Financings
Playfair Mining arranges financing, plans rollback

PLY · Price
Executive Summary
- Playfair Mining Ltd. announced a non‑brokered private placement of up to 30 million units at C$0.06 per unit, targeting gross proceeds of approximately C$1.8 million.
- Each unit consists of one post‑consolidation common share and one warrant allowing purchase of an additional share at C$0.15 for up to 24 months after closing.

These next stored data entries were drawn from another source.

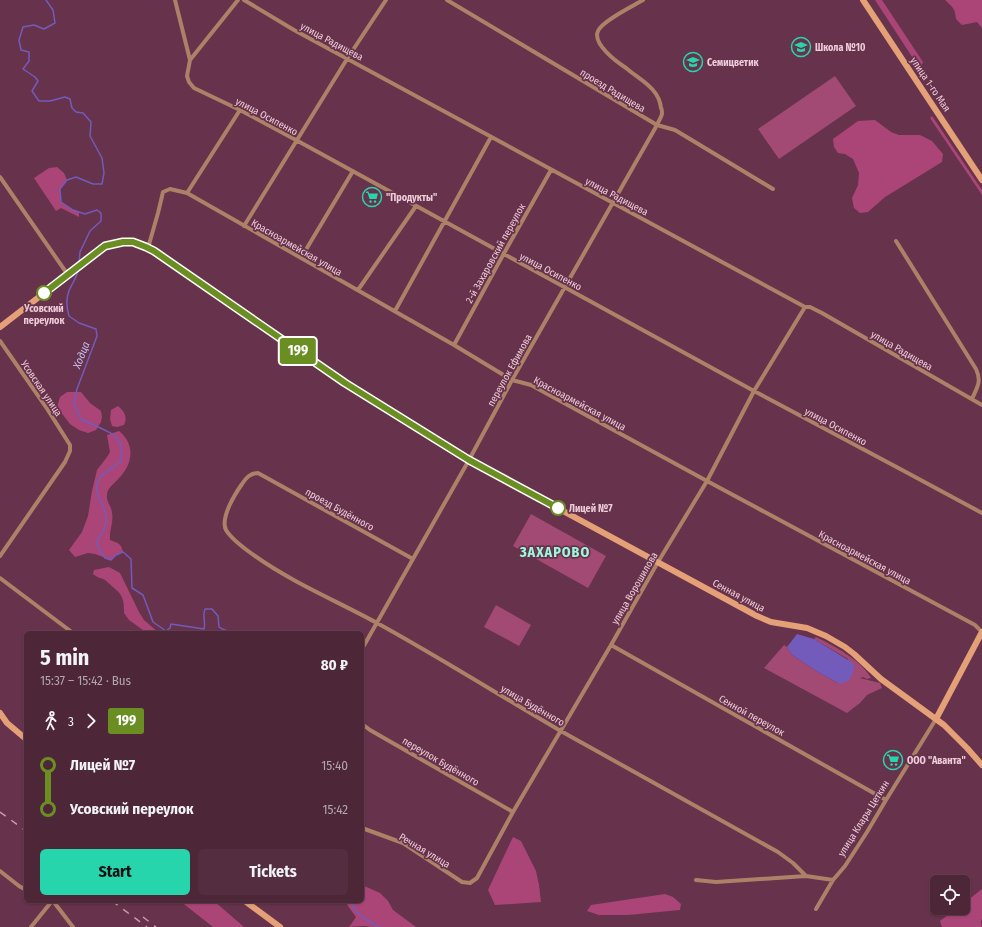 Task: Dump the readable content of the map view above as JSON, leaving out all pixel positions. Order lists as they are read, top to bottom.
{
  "streets": {
    "street": [
      "улица Радищева",
      "улица 1-го Мая",
      "проезд Радищева",
      "улица Осипенко",
      "Красноармейская улица",
      "2-й Захаровский переулок",
      "переулок Ефимова",
      "Усовская улица",
      "проезд Будённого",
      "улица Ворошилова",
      "Сенная улица",
      "улица Будённого",
      "Сенной переулок",
      "переулок Будённого",
      "улица Клары Цеткин",
      "Речная улица"
    ]
  },
  "crossings": [
    ["улица Радищева", "2-й Захаровский переулок"],
    ["улица Радищева", "переулок Ефимова"],
    ["улица Радищева", "улица Ворошилова"],
    ["проезд Радищева", "переулок Ефимова"],
    ["улица Осипенко", "2-й Захаровский переулок"],
    ["улица Осипенко", "переулок Ефимова"],
    ["улица Осипенко", "улица Ворошилова"],
    ["Красноармейская улица", "2-й Захаровский переулок"],
    ["Красноармейская улица", "переулок Ефимова"],
    ["Красноармейская улица", "улица Ворошилова"],
    ["Красноармейская улица", "Сенная улица"],
    ["Красноармейская улица", "улица Клары Цеткин"],
    ["переулок Ефимова", "проезд Будённого"],
    ["переулок Ефимова", "Сенная улица"],
    ["переулок Ефимова", "улица Будённого"],
    ["проезд Будённого", "улица Будённого"],
    ["улица Ворошилова", "Сенная улица"],
    ["улица Ворошилова", "улица Будённого"],
    ["улица Ворошилова", "Сенной переулок"],
    ["улица Ворошилова", "переулок Будённого"],
    ["улица Ворошилова", "Речная улица"],
    ["Сенная улица", "улица Клары Цеткин"],
    ["Сенной переулок", "улица Клары Цеткин"]
  ],
  "districts": ["ЗАХАРОВО"],
  "water": ["Ходца"],
  "places": {
    "school or university": ["Школа №10", "Семицветик"],
    "supermarket": ["\"Продукты\"", "ООО \"Аванта\""],
    "other": ["Усовский переулок", "Лицей №7"]
  },
  "lines": ["bus line 199"],
  "page": {
    "on_map": "199",
    "heading": ["5 min", "15:37 – 15:42 · Bus", "80 ₽"],
    "legs": ["3", "199"],
    "list": [
      {
        "name": "Лицей №7",
        "value": "15:40"
      },
      {
        "name": "Усовский переулок",
        "value": "15:42"
      }
    ],
    "buttons": ["Start", "Tickets"]
  }
}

- The board authorized a 1‑for‑3 consolidation of the company’s common shares, reducing outstanding shares from ~141.35 M to ~47.12 M (pre‑offering).
Key Details
- Offering Size & Price: Up to 30 million units @ C$0.06 per unit → gross proceeds ≈ C$1.8 million.

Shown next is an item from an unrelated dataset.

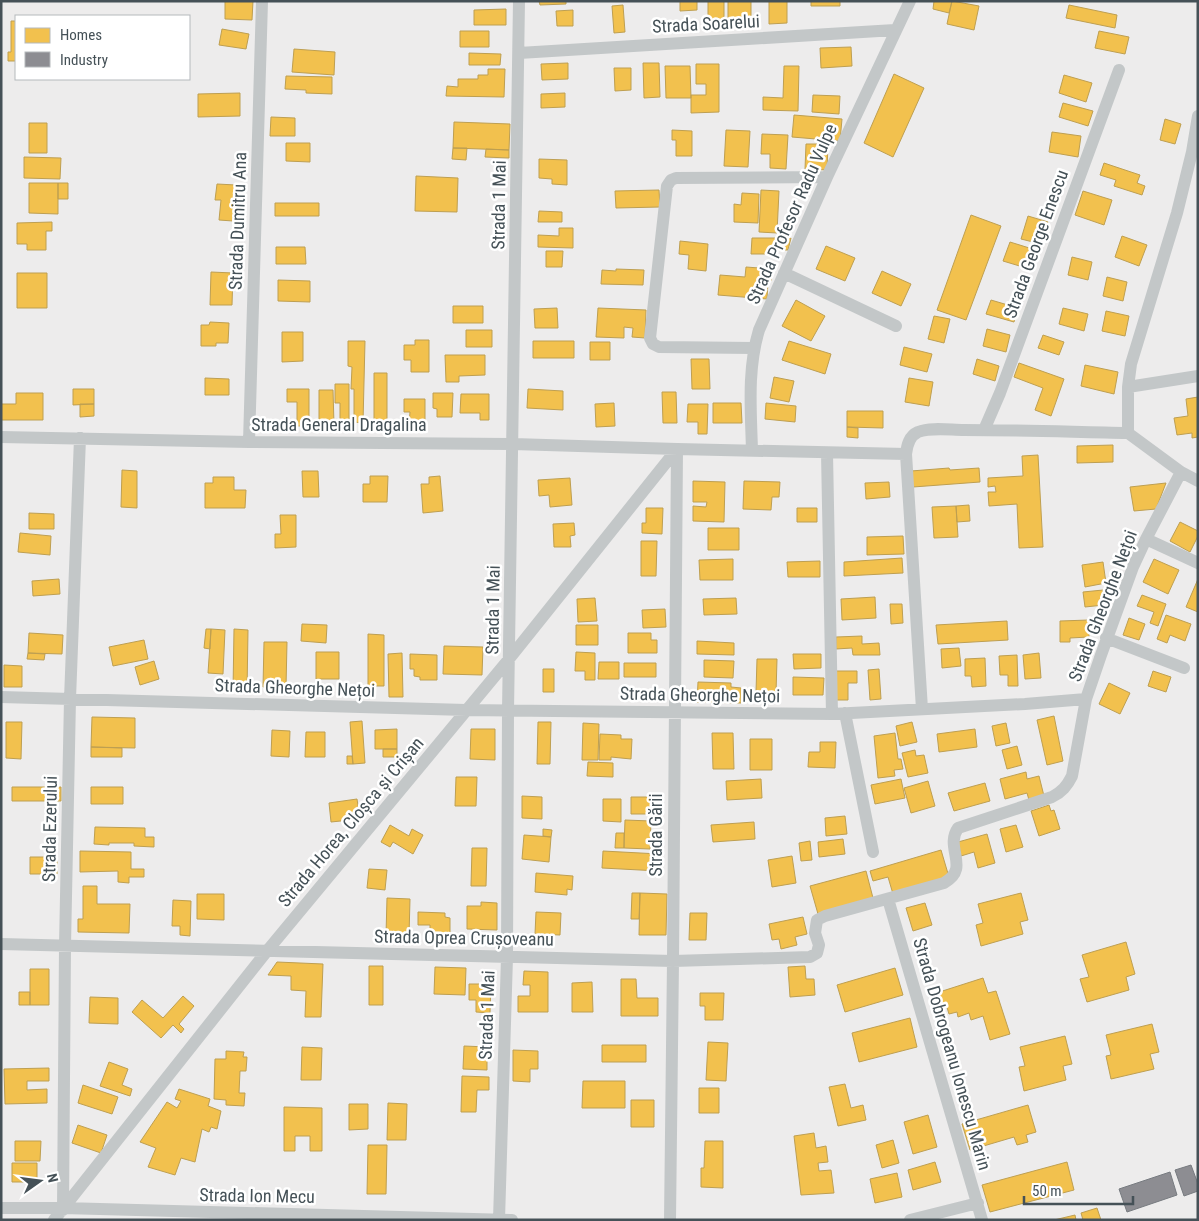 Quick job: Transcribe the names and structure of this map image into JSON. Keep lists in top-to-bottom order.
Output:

- Unit Composition: 1 post‑consolidation common share + 1 common share purchase warrant.
- Warrant Terms: Right to buy one post‑consolidation share at C$0.15, exercisable any time up to 24 months after the closing date.
- Use of Proceeds: General working capital and exploration activities at the Golden Circle project in Nova Scotia.
- Regulatory Framework: Offered under the Listed Issuer Financing Exemption (LIFE) per NI 45‑106, to Canadian investors (excluding Quebec). No hold period required.
- Closing Conditions: Subject to TSX Venture Exchange approval, completion of share consolidation, and compliance with applicable securities regulations.
- Finder’s Fees: Company may pay eligible third parties for introducing subscribers.
- Share Consolidation Authorization: One‑for‑three consolidation; post‑consolidation shares expected ≈ 47,115,720 (before the private placement).
- Current Share Count: 141,347,160 common shares outstanding pre‑consolidation.